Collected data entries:

=-=-=-=-=

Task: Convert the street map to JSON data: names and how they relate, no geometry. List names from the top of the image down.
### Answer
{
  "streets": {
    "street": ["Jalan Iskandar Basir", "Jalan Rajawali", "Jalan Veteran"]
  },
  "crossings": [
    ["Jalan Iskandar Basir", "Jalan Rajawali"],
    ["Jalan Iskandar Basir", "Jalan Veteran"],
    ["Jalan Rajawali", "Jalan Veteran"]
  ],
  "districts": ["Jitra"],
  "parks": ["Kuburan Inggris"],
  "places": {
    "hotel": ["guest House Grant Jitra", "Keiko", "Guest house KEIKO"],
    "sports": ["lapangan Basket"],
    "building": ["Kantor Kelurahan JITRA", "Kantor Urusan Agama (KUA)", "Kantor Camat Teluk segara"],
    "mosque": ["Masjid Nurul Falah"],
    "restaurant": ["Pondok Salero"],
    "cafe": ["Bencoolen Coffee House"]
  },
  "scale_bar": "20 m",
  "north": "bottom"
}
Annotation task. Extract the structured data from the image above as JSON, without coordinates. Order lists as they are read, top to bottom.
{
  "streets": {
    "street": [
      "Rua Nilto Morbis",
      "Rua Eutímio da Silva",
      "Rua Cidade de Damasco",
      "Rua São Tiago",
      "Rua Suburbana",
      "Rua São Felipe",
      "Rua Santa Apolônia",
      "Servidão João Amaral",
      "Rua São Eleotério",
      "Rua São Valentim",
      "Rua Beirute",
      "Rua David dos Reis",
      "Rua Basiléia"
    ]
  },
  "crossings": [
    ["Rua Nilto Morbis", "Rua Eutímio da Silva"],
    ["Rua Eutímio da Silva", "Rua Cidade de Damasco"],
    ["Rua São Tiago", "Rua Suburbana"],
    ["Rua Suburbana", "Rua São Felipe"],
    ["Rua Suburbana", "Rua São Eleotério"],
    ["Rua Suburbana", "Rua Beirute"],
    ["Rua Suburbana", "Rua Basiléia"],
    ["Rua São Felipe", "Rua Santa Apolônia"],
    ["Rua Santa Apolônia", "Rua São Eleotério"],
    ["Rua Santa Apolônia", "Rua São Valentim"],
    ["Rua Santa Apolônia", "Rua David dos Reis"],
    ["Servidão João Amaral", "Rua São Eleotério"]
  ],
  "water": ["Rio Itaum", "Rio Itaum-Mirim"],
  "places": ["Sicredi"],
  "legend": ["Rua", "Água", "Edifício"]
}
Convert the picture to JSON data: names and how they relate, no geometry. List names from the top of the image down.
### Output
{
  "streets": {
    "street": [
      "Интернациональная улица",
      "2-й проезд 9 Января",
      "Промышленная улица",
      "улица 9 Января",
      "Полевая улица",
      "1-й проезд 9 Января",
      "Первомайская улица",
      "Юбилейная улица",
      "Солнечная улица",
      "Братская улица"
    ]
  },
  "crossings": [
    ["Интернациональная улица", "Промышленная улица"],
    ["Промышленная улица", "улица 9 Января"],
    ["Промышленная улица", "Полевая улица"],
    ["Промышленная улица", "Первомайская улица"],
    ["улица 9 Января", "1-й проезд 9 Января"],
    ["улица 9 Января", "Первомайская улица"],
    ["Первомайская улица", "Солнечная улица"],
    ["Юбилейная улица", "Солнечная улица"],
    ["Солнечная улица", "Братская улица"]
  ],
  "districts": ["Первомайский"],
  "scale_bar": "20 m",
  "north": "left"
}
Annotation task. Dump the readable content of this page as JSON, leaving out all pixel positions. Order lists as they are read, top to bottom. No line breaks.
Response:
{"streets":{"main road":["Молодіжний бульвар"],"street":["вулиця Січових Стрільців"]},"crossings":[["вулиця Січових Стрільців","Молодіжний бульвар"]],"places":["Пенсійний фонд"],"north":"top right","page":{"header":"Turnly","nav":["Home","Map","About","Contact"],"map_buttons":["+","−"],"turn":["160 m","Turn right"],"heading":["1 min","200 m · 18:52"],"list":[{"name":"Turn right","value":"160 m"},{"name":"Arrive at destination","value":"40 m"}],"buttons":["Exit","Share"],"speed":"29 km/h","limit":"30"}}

=-=-=-=-=

▶ _YOUR ASSIGNMENT_
Return every line from the entries that holds the string "names".

▶ _RESULT FOR THIS EXERCISE_
Task: Convert the street map to JSON data: names and how they relate, no geometry. List names from the top of the image down.
Convert the picture to JSON data: names and how they relate, no geometry. List names from the top of the image down.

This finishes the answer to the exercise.